Workspace Layout#

HydroModPy V1 organises every project around three nested levels: workspace > project > run. The workspace is the root directory that mutualises an input data/ folder; each project holds its own catalog.duckdb plus the simulations/ artefacts; each run is one row in that project catalog plus its Zarr and Parquet stores.

The most useful mental model is:

HydroModPy workspace layout with catalog, data cache, projects, simulations, and outputs

Fig. 15 The workspace separates human-authored intent, reusable input data, persisted run stores, and user-facing evidence. That separation is what keeps repeated workflows inspectable instead of turning one project folder into an unstructured output dump.#

workspace = shared working area
project   = one modelling setup inside that area
run       = one persisted execution of a workflow
cache     = reusable input data, not a result
catalog   = index of what has been run (one per project)

Why three levels#

HydroModPy workflows produce more than one output file. A run can involve DEM processing, hydrography loading, mesh generation, solver inputs, solver outputs, figures, and catalog metadata.

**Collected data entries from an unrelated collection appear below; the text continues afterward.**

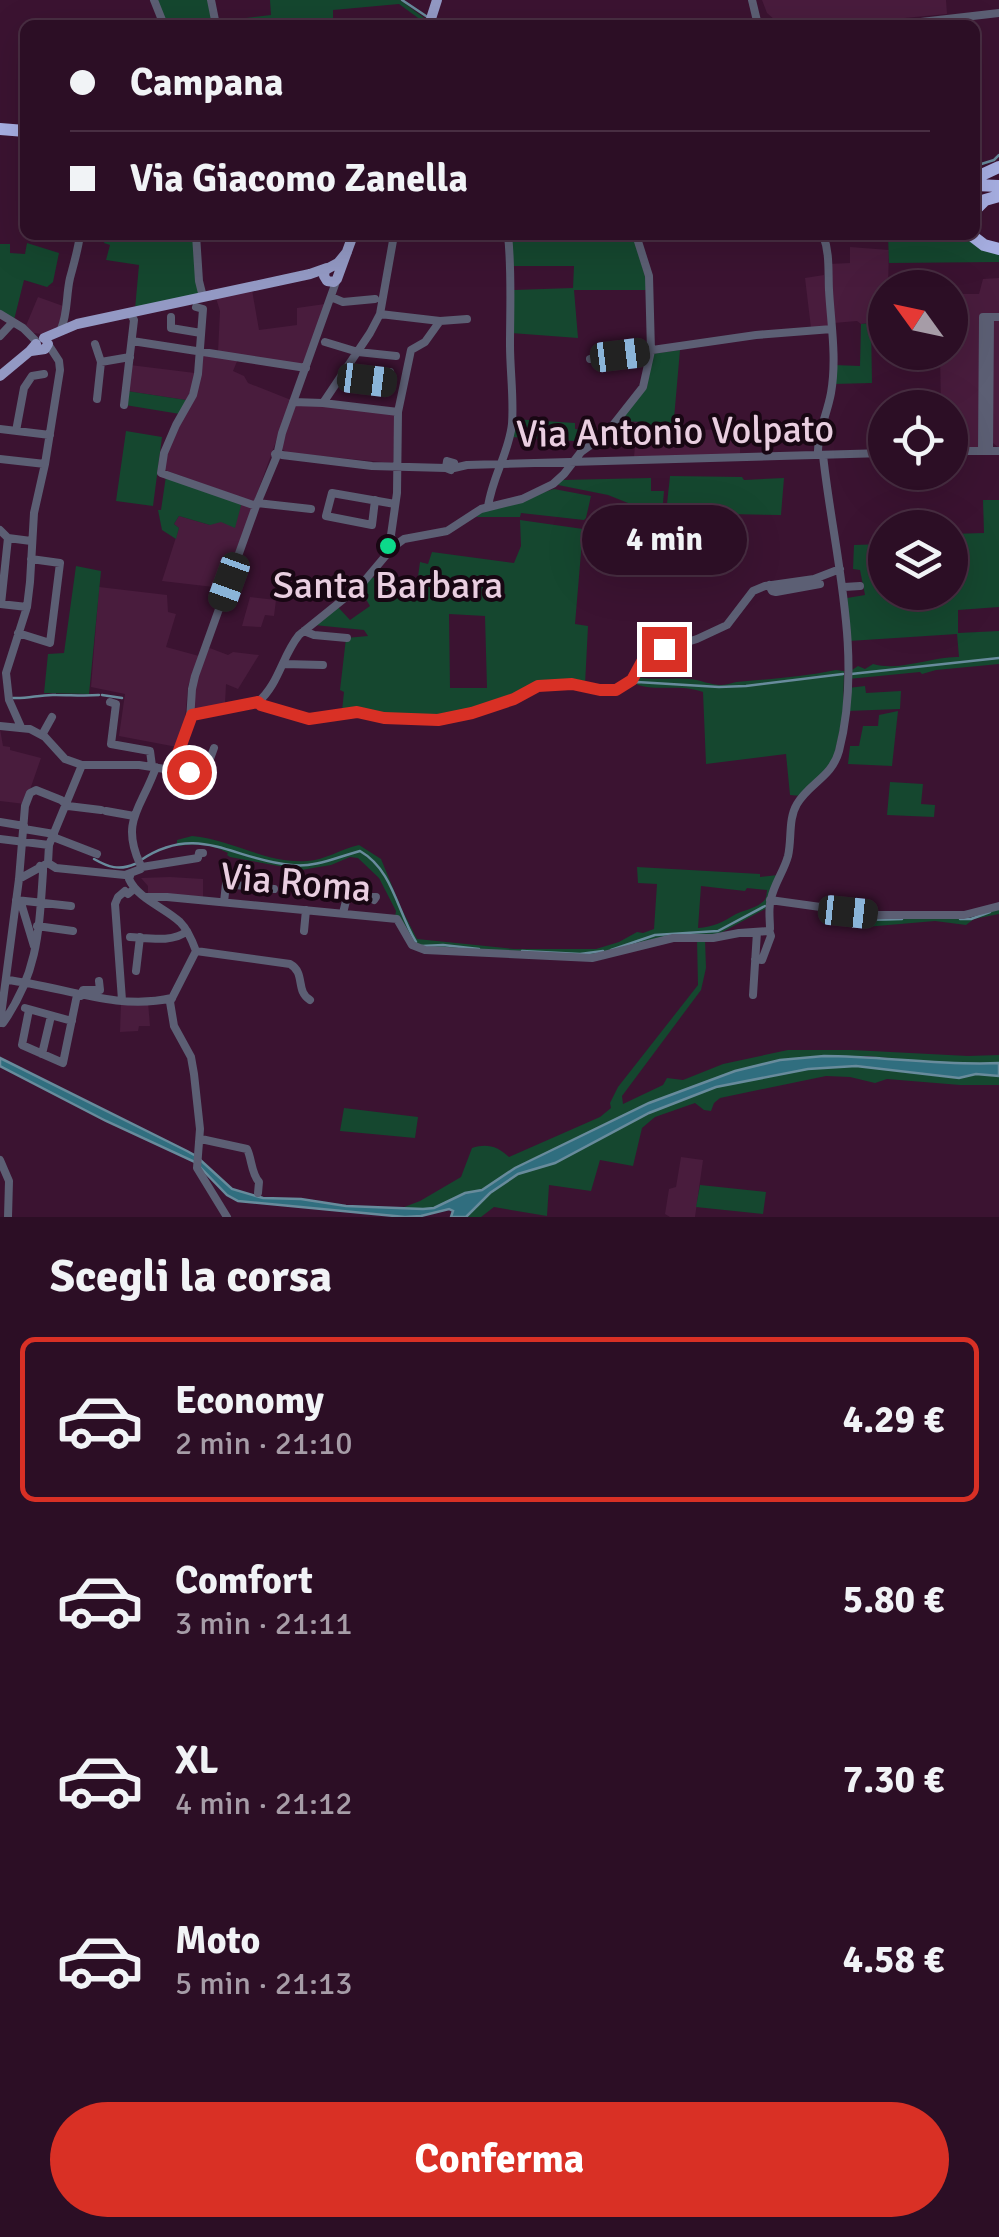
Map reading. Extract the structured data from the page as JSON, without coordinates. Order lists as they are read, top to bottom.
{
  "streets": {
    "street": ["Via Antonio Volpato", "Via Roma"]
  },
  "places": ["Santa Barbara"],
  "north": "top left",
  "page": {
    "banner": ["Campana", "Via Giacomo Zanella"],
    "bubble": "4 min",
    "heading": "Scegli la corsa",
    "list": [
      {
        "name": "Economy",
        "note": "2 min · 21:10",
        "value": "4.29 €"
      },
      {
        "name": "Comfort",
        "note": "3 min · 21:11",
        "value": "5.80 €"
      },
      {
        "name": "XL",
        "note": "4 min · 21:12",
        "value": "7.30 €"
      },
      {
        "name": "Moto",
        "note": "5 min · 21:13",
        "value": "4.58 €"
      }
    ],
    "buttons": "Conferma"
  }
}
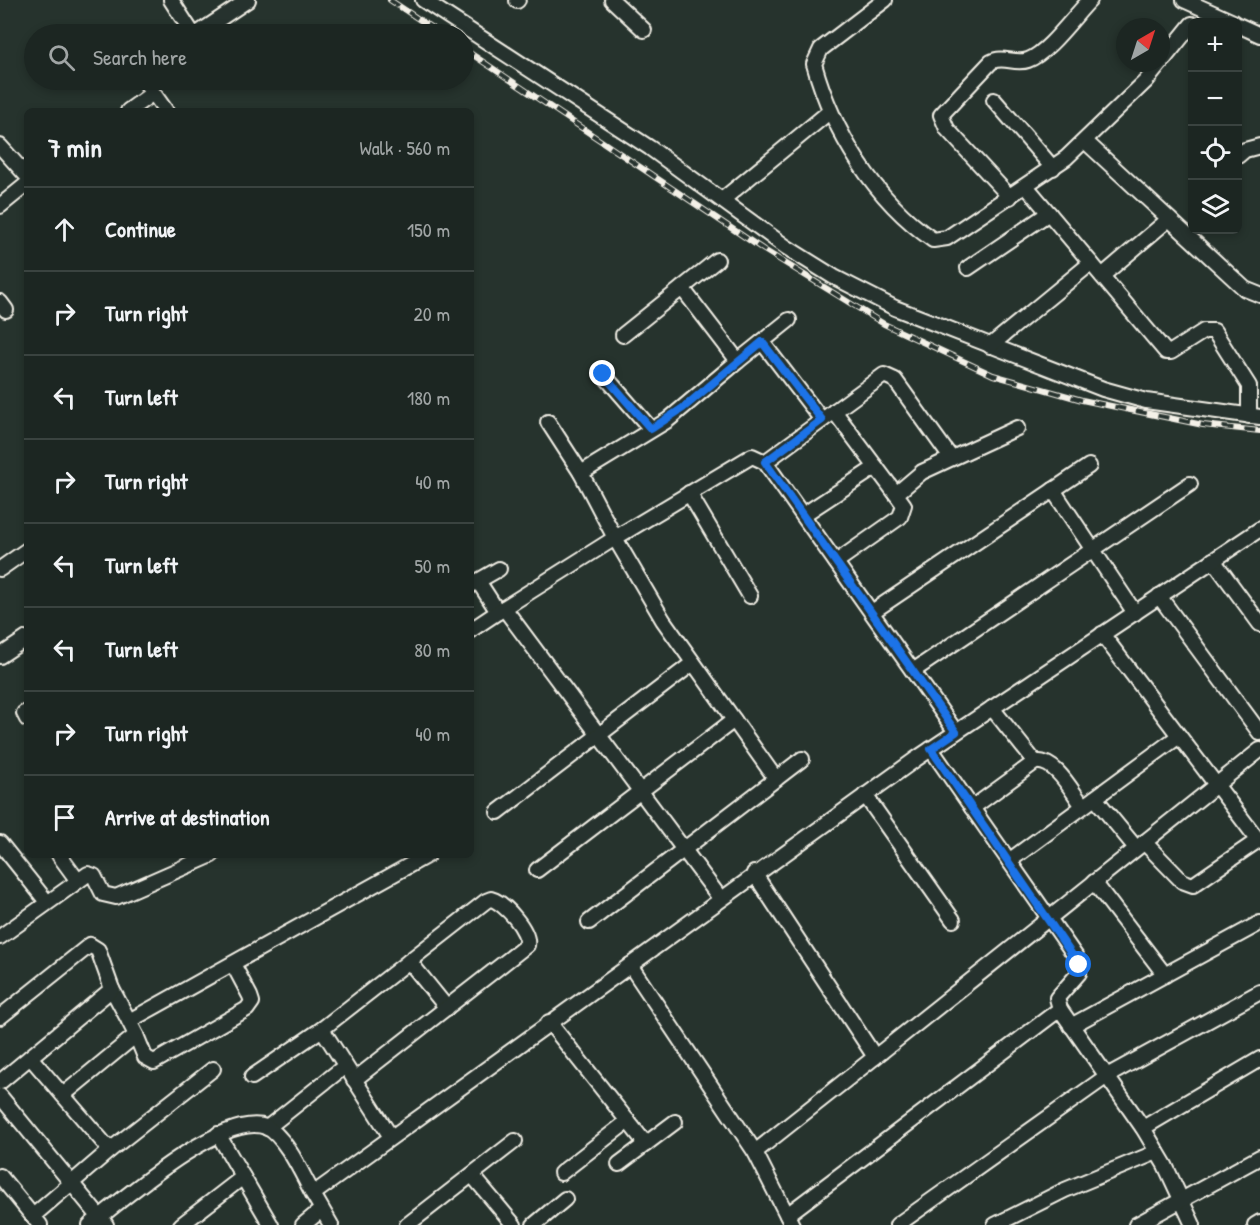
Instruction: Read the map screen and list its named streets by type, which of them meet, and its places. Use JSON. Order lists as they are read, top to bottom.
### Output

Splitting storage into workspace > project > run gives one stable place for each concern:

  • input-data cache shared by several projects on the same geographic area;

  • project TOMLs (hydromodpy.toml) and overlays;

  • per-project simulation catalog rows (catalog.duckdb);

  • per-run artefacts (Zarr field store, Parquet tables);

  • figures and reports generated by workflows;

  • intermediate artifacts that should remain inspectable.

Canonical layout#

<workspace>/
├── workspace.toml                metadata of the research workspace
├── data/
│   ├── cache.duckdb              input data cache (one per workspace)
│   └── <variable>/
│       ├── raw/                  immutable downloads + .json sidecars
│       └── processed/            reprojected and clipped derivatives
└── projects/
    ├── my_basin/
    │   ├── hydromodpy.toml       project config (Pydantic root)
    │   ├── catalog.duckdb        simulation catalog
    │   └── simulations/
    │       ├── <basename>.zarr/ or .zarr.zip
    │       └── <basename>.parquet/
    └── another_project/
        ├── hydromodpy.toml
        └── catalog.duckdb

The simulations filenames use a human-readable basename built from project, name, and the first characters of sim_id. The database identity remains the full sim_id stored in the project catalog.duckdb.

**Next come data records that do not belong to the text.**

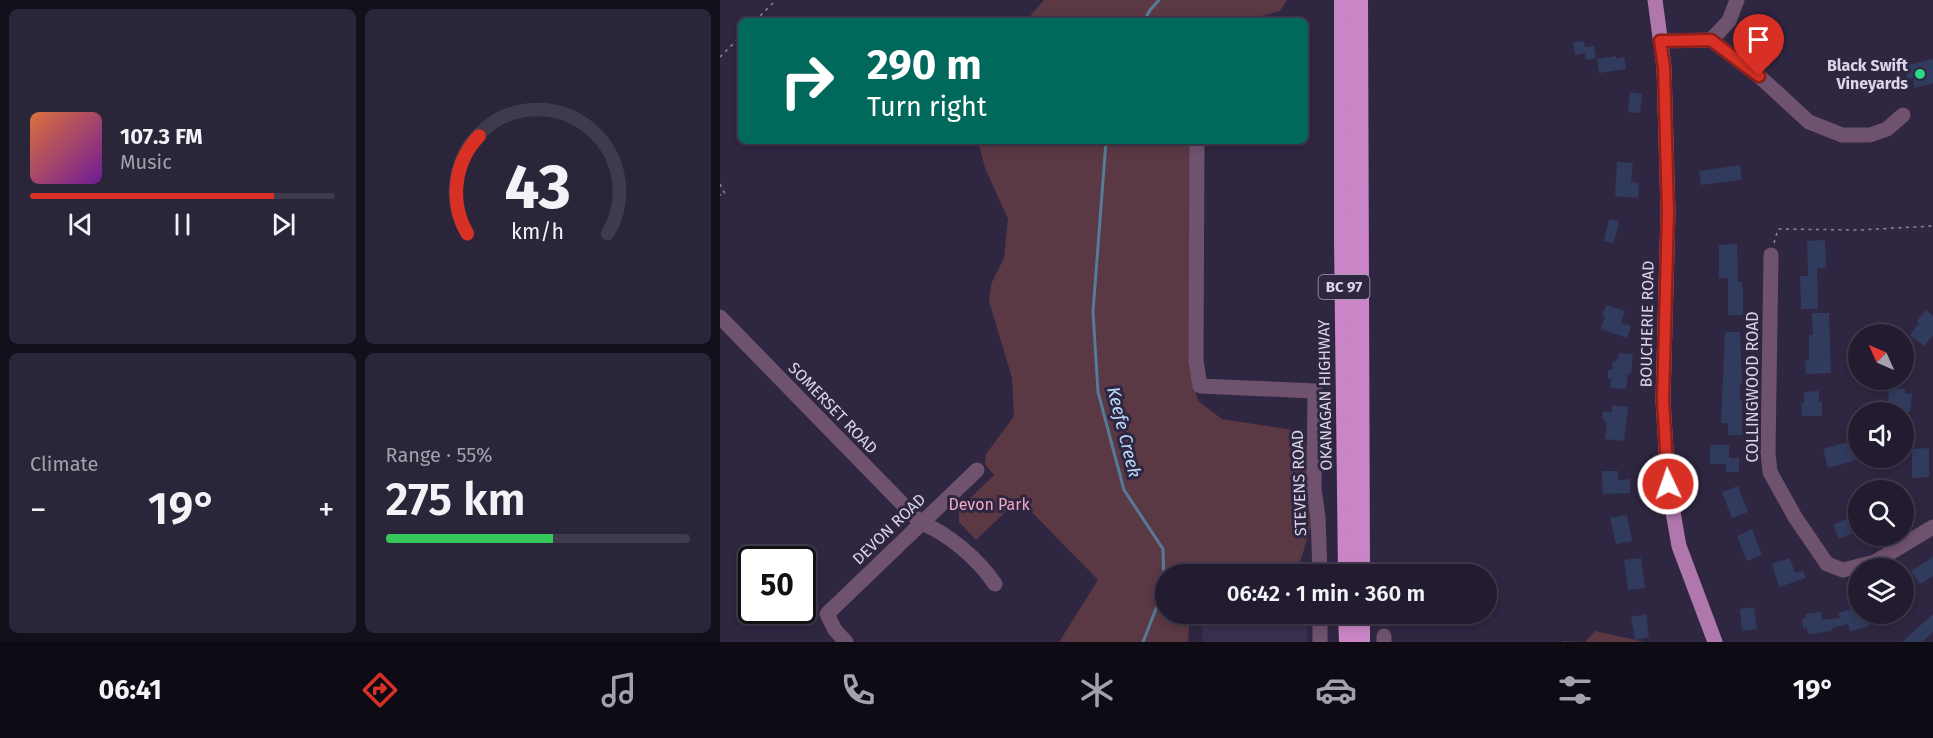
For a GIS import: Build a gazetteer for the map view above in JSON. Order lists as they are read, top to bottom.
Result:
{
  "streets": {
    "highway": ["BC 97", "OKANAGAN HIGHWAY"],
    "main road": ["BOUCHERIE ROAD"],
    "street": [
      "COLLINGWOOD ROAD",
      "SOMERSET ROAD",
      "STEVENS ROAD",
      "DEVON ROAD"
    ]
  },
  "crossings": [
    ["SOMERSET ROAD", "DEVON ROAD"]
  ],
  "water": ["Keefe Creek"],
  "parks": ["Devon Park"],
  "places": ["Black Swift Vineyards"],
  "north": "top left",
  "page": {
    "turn": ["290 m", "Turn right"],
    "song": ["107.3 FM", "Music"],
    "tile": [
      "Climate",
      ["Range · 55%", "275 km"]
    ],
    "heat": ["−", "19°", "+"],
    "limit": "50",
    "trip": "06:42 · 1 min · 360 m",
    "tabs": ["06:41", "19°"],
    "gauge": ["43", "km/h"]
  }
}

Scaffold a workspace and project with the CLI:

hmp workspace init ~/hmp_workspace
hmp project new my_basin --workspace ~/hmp_workspace

Resolution rules#

Given a project hydromodpy.toml, HydroModPy resolves the surrounding workspace by:

  1. Explicit workspace section in the TOML:

    [workspace]
    root = "/path/to/workspace"
    # or per-component overrides:
    # catalog_path = "/path/to/projects/my_basin/catalog.duckdb"
    # data_dir = "/path/to/data"
    # simulations_dir = "/path/to/projects/my_basin/simulations"
    
  2. Scaffold discovery: the TOML lives at <workspace>/projects/<name>/hydromodpy.toml and <workspace> contains a data/ directory (cache scope) and the project holds a catalog.duckdb.

  3. Environment override for unit tests and notebooks: HMP_STATE_HOME, HMP_CACHE_HOME, HMP_BIN route the machine-wide caches; the resolver itself does not walk up arbitrarily.

Anything else raises WorkspaceError with an actionable hint. There is no silent fallback to project_root.

Diagnose resolution#

hmp doctor reports which branch produced the workspace and lists the resolved paths:

hmp doctor --toml ~/hmp_workspace/projects/my_basin/hydromodpy.toml

Sample output:

OK     workspace            resolved via scaffold
OK     workspace_root       /home/bb/hmp_workspace
OK     project_catalog      /home/bb/hmp_workspace/projects/my_basin/catalog.duckdb
OK     data_dir             /home/bb/hmp_workspace/data
OK     simulations_dir      /home/bb/hmp_workspace/projects/my_basin/simulations

When the TOML cannot be resolved, hmp doctor surfaces the exact WorkspaceError message that hmp run would raise.

Machine global index#

Cross-workspace discovery is handled by a machine-wide index.duckdb under $XDG_STATE_HOME/hydromodpy/. It is fully recreatable from registered workspaces; use hmp index search, hmp index forget, and hmp index prune to operate it.